MINSK, Belarus (AP) – Belarus’s authoritarian leader accused Russia of harboring “dirty intentions” wednesday after his national intelligence company arrested more than 30 Russian army contractors before the presidential election in Belarus.
President Alexander Lukashenko, seeking a sixth term in the 9th election in August, has continually accused Russia of trying to force Belarus to abandon its post-Soviet independence.
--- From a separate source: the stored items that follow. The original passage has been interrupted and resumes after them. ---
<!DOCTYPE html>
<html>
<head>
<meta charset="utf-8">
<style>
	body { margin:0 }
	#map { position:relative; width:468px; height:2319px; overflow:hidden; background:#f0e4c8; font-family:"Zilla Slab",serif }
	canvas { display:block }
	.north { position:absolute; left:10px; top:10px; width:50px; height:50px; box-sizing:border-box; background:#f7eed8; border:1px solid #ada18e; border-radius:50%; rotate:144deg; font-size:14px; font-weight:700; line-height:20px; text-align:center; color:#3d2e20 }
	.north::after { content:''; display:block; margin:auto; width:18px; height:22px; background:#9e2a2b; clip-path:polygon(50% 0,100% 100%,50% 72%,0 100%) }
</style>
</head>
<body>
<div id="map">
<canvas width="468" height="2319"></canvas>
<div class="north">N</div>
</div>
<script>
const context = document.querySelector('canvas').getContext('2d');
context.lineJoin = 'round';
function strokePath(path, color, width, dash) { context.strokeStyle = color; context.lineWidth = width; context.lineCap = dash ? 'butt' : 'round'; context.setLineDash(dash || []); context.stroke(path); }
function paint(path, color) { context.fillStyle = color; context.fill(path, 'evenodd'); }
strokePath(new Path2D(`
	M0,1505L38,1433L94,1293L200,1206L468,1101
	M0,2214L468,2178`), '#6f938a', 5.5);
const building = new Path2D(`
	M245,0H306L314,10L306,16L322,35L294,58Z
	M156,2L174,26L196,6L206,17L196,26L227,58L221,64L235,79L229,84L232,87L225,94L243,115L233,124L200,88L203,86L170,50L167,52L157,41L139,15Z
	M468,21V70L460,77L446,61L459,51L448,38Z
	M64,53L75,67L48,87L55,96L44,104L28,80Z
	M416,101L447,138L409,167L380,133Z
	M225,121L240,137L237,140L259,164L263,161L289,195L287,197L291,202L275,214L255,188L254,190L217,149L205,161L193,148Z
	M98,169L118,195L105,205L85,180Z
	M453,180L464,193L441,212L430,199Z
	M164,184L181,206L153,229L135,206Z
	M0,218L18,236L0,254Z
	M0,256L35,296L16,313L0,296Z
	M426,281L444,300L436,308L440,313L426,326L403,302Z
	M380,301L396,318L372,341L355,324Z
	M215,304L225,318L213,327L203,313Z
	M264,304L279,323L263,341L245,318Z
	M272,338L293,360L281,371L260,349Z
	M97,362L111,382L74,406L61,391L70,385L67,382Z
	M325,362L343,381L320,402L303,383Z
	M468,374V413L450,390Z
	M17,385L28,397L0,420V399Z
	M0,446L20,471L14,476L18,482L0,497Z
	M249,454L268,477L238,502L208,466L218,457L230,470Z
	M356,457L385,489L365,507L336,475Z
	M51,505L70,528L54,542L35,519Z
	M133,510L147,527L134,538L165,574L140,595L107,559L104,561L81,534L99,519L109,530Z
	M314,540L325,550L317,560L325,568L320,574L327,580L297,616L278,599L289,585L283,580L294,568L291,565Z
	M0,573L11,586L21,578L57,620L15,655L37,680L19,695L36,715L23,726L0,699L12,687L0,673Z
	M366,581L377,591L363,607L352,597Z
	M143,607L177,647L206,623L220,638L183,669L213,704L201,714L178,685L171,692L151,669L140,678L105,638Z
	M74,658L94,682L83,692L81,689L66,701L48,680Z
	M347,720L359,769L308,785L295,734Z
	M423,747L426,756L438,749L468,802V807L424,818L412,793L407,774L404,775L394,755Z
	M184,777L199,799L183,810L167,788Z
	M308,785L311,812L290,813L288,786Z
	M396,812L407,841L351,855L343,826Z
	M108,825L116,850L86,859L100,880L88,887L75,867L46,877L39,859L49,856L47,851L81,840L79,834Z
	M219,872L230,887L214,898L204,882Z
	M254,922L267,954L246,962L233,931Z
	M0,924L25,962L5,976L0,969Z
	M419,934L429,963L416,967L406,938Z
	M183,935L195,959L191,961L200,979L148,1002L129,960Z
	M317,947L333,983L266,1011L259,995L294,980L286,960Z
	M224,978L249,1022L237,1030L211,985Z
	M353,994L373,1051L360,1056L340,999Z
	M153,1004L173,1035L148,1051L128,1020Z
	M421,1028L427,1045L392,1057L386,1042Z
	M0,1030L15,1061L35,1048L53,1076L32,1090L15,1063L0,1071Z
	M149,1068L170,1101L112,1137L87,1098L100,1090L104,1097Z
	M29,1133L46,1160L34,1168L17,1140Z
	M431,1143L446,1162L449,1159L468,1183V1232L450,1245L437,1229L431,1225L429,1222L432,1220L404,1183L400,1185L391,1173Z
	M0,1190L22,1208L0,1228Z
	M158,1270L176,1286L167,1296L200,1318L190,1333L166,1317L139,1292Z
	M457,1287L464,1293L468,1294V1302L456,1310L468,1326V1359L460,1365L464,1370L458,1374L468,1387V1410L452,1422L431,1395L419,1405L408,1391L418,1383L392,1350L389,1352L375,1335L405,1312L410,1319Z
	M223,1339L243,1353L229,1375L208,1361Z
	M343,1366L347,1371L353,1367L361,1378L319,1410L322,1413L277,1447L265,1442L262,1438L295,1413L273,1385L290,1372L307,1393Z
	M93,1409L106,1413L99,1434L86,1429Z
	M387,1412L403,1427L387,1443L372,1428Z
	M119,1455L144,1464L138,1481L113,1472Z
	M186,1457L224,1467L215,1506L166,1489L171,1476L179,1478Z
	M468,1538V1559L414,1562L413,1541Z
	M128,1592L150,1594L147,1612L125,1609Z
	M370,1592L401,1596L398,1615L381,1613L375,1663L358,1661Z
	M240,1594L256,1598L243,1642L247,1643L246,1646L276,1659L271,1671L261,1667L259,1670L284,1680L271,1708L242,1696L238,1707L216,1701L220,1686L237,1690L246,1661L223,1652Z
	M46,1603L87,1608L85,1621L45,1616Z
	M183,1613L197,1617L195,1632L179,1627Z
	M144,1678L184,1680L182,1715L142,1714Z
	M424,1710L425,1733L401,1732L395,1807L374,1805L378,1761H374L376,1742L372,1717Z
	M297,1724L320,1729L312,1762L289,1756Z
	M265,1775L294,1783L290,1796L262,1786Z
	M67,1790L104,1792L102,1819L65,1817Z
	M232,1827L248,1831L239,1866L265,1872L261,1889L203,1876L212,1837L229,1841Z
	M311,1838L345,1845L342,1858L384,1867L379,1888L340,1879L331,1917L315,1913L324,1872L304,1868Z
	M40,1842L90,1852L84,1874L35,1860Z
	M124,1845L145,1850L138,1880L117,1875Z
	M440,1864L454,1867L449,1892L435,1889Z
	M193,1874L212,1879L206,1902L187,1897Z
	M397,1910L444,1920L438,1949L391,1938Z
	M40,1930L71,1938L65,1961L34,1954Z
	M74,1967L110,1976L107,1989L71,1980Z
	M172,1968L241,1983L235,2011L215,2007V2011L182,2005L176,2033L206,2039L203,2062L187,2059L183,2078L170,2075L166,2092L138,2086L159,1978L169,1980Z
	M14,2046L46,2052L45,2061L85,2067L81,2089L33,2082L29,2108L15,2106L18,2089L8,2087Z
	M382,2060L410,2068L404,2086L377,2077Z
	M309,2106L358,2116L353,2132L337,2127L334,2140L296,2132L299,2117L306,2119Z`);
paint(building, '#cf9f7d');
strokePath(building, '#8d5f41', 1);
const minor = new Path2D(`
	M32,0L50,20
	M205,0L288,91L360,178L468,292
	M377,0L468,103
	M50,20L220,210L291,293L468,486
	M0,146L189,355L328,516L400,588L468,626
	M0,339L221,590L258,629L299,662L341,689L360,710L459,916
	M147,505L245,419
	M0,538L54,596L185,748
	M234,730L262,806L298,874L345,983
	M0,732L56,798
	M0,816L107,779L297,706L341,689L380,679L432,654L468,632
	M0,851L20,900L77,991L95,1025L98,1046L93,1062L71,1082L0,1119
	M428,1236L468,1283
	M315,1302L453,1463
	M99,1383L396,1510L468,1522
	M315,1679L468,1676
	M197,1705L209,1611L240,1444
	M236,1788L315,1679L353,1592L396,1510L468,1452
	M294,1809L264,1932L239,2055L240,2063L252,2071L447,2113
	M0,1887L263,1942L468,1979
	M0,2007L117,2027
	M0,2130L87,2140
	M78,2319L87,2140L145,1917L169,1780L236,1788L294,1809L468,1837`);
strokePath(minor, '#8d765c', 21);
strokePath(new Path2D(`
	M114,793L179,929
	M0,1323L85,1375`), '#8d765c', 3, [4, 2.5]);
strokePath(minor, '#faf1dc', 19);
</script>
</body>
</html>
Throughout his 26 years of strong rule, Lukashenko relied on Moscow’s subsidies and politics, but fiercely resisted Russia’s efforts to take control of Belarus’s economic assets.
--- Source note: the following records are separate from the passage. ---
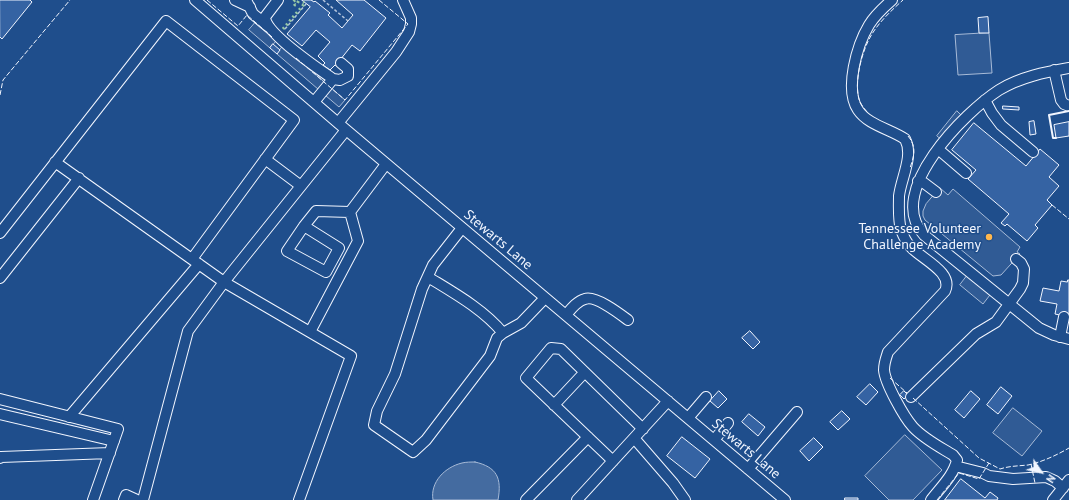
<!DOCTYPE html>
<html>
<head>
<meta charset="utf-8">
<style>
  body { margin:0 }
  #map { position:relative; width:1069px; height:500px; overflow:hidden; background:#1f4e8c; font-family:"PT Sans",sans-serif }
  canvas { display:block }
  .north { position:absolute; left:1021px; top:452px; width:40px; height:40px; -webkit-text-stroke:3px #1f4e8c; paint-order:stroke; rotate:124deg; font-size:11px; font-weight:700; line-height:16px; text-align:center; color:#f2f6ff }
  .north::after { content:''; display:block; margin:auto; width:14px; height:18px; background:#f2f6ff; clip-path:polygon(50% 0,100% 100%,50% 72%,0 100%) }
</style>
</head>
<body>
<div id="map">
<canvas width="1069" height="500"></canvas>
<div class="north">N</div>
</div>
<script>
const g = document.querySelector('canvas').getContext('2d');
g.lineJoin = 'round';
function paint(path, color) { g.fillStyle = color; g.fill(path, 'evenodd'); }
function strokePath(path, color, width, dash) { g.strokeStyle = color; g.lineWidth = width; g.lineCap = dash ? 'butt' : 'round'; g.setLineDash(dash || []); g.stroke(path); }
function drawText(font, color, halo, rows, align = 'center') {
  g.font = font + ' "PT Sans",sans-serif'; g.lineWidth = 3; g.setLineDash([]); g.textBaseline = 'middle'; g.strokeStyle = halo; g.fillStyle = color; for (const [text, x, y, turn = 0] of rows) {
    g.save(); g.translate(x, y); g.rotate((+turn || 0) * Math.PI / 180); g.textAlign = isNaN(turn) ? turn : align; if (halo) g.strokeText(text, 0, 0); g.fillText(text, 0, 0); g.restore();
  }
}
const built = new Path2D(`
  M255,23L276,41L270,48L249,30Z
  M989,33L992,73L958,75L955,35Z
  M283,46L345,100L339,107L277,54Z
  M957,111L964,118L944,142L937,136Z
  M940,188L948,195L953,189L1020,247L1017,252L1020,254L1001,275L993,276L925,220L923,216V211L926,204Z
  M970,272L993,291L983,304L960,285Z
  M1013,408L1042,431L1022,456L993,433Z
  M905,435L942,470L913,500H889L865,476Z`);
const water = new Path2D(`
  M475,462C497,467 502,478 498,500H433C430,482 445,467 462,463C466,462 471,462 475,462Z`);
const building = new Path2D(`
  M0,0H30L32,2L2,39L0,37Z
  M302,0H311L314,2L315,1L330,13L328,15L342,28L353,15L336,0H364L386,18L360,51L352,45L340,60L341,61L337,66L335,65L330,70L323,65L325,63L318,56L330,42L316,30L302,46L287,34L310,7Z
  M988,17L989,33H979L978,18Z
  M273,44L280,50L277,54L270,48Z
  M1003,106L1019,107V110L1003,109Z
  M1034,121L1036,134L1030,135L1029,122Z
  M1069,122V136L1056,138L1054,125Z
  M974,123L1026,166L1040,149L1059,165L1049,177L1059,186L1047,200L1052,205L1035,225L1038,228L1027,241L1007,224L1005,226L1001,223L1009,214L968,179L976,170L952,150Z
  M1068,280H1069V317L1055,314L1057,304L1040,301L1043,288L1059,291L1061,281L1067,282Z
  M750,331L760,342L753,349L742,338Z
  M870,384L878,392L866,405L857,397Z
  M1001,387L1012,396L998,414L987,405Z
  M719,391L727,399L718,408L710,401Z
  M904,391L908,395L904,399L900,395Z
  M971,391L980,399L964,418L955,410Z
  M842,411L850,419L838,430L830,422Z
  M749,414L765,427L758,436L742,422Z
  M682,437L710,459L695,478L667,456Z
  M814,438L823,447L809,461L800,451Z
  M961,479L985,498L990,492L998,498L997,500H945Z
  M845,498H858V500H845Z`);
const path = new Path2D(`
  M312,0H313
  M323,0L348,21
  M285,29L306,4`);
const minor = new Path2D(`
  M195,0L338,123L785,500
  M235,0L250,7
  M246,0L253,14L269,27
  M278,0L265,17C266,34 319,69 333,79L340,80L348,76V69L341,63
  M892,0C884,7 875,15 869,25C857,45 844,89 858,110C868,125 890,129 905,139C914,156 901,178 899,196C899,207 898,219 901,230C903,235 906,242 910,246C921,259 954,272 945,291L888,352C886,358 884,363 884,370C885,383 904,417 913,427C924,439 940,447 953,455L957,460C954,475 940,488 931,500
  M1069,68C1046,72 1020,77 999,90C965,112 884,192 924,235L1039,328L1054,335L1069,339
  M1054,70L1061,100L1064,104L1069,106
  M985,100L992,113L1001,125L1033,152
  M314,102L333,79
  M338,123L396,52L409,32L411,24V18L403,0
  M938,149L966,173
  M265,159L301,186
  M55,162L224,282L351,356L299,500
  M918,181L924,183L936,192
  M304,226L287,251L326,272L339,248L304,226L316,211L350,212
  M462,228L433,265L422,289L395,374L377,411L374,425L413,452L426,440L490,356L497,338L503,333L521,323L545,298
  M0,233L166,21L294,120L192,259
  M428,277C454,293 483,309 503,333
  M0,278L79,178
  M566,315C571,309 577,301 585,299C595,295 620,314 628,320
  M310,332L358,241L350,212L386,164
  M1060,337L1064,317
  M911,397L976,334L996,322L1020,289L1023,283L1024,269L1021,263L1016,259
  M0,399L118,429L93,500
  M554,405L584,373
  M0,414L114,441
  M69,417L199,264
  M688,418L706,397
  M634,438L673,483L685,500
  M714,440L728,423
  M0,458L1,457L110,453
  M613,461L526,378L551,348L561,349L643,429
  M955,466L983,473L989,476L1013,479L1046,477L1055,481L1063,488
  M748,469L797,412
  M124,500L126,495L137,500
  M143,500L188,331L224,282L346,130
  M526,500L588,437
  M577,500L668,401
  M1053,500L1069,480`);
const hedge = new Path2D(`
  M295,0L293,2L295,5L297,4L299,0
  M283,29L305,3L303,2`);
const fence = new Path2D(`
  M207,0L238,26L247,15L272,37
  M296,58L345,100L408,24L379,0
  M0,95L3,80L70,0
  M867,112C864,108 860,104 859,99C854,81 862,50 872,34C880,21 892,10 903,0
  M908,136C917,147 914,156 910,168
  M1052,205L1069,219
  M890,378L907,393
  M913,398L979,458L1000,469C1009,466 1018,466 1028,465C1042,462 1057,455 1069,448
  M1031,464L1035,483
  M937,500L959,473L979,479L989,463`);
const wall = new Path2D(`
  M1056,138H1053L1049,115L1069,111`);
const markers = [
  [989,237,4,"#ffb74d"]
];
const poiNames = [
  ["Tennessee Volunteer",981,229],
  ["Challenge Academy",981,245]
];
const streetNames = [
  ["Stewarts Lane",498,240,40],
  ["Stewarts Lane",746,449,40]
];
paint(built, '#305b95');
strokePath(built, '#a8bbd7', 1);
paint(water, '#446ba0');
strokePath(water, '#a8bbd7', 1);
paint(building, '#3563a3');
strokePath(building, '#f2f6ff', 1);
strokePath(minor, '#f2f6ff', 12);
strokePath(path, '#b3c4dc', 1.5, [3, 2]);
strokePath(minor, '#1f4e8c', 10);
strokePath(hedge, '#97c8a6', 3, [2, 3]);
strokePath(fence, '#f2f6ff', 1, [5, 2]);
strokePath(wall, '#f2f6ff', 2);
for (const [x, y, r, color] of markers) { const dot = new Path2D(); dot.arc(x, y, r, 0, 2 * Math.PI); g.fillStyle = color; g.fill(dot); strokePath(dot, '#1f4e8c', 1.5); }
drawText('14px', '#f2f6ff', '#1f4e8c', poiNames, 'right');
drawText('14px', '#f2f6ff', '#1f4e8c', streetNames);
</script>
</body>
</html>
State news firm BelTA said a SWAT team from the Belarusian State Security Committee, still known through its so-called Soviet-era KGB, had arrested 32 other people from the Russian army personal corporation Wagner overnight at an outdoor health center. capital, Minsk.
Another user arrested in the south of the country, BelTA reported, which published a list of russian detainees.
Yulia Goncharova, spokesperson for the main Belarusian research agency, the Commission of Inquiry, showed that the arrests declined to comment.
Belarusian state television broadcast images of SWAT agents handcuffing Russians dressed only in trousers face down in their rooms.
The Russian embassy in Belarus did not comment quickly and said it had obtained official data on the arrests.
In televised statements at a Security Council meeting, Belarusian KGB President Valery Vakulchik told Lukashenko that the detainees are members of Wagner.
The Belarusian president then rebuked Russia for covering up his “dirty intentions” and told his officials to ask Russia for an official explanation.
“It is obligatory to ask the competent Russian structures without delay about what is happening,” Lukashenko said.
Wagner, linked to Yevgeny Prigozhin, a Russian businessman accused in the United States of meddled in the 2016 US presidential election, is said to have deployed heaps of army contractors in eastern Ukraine, Syria and Libya.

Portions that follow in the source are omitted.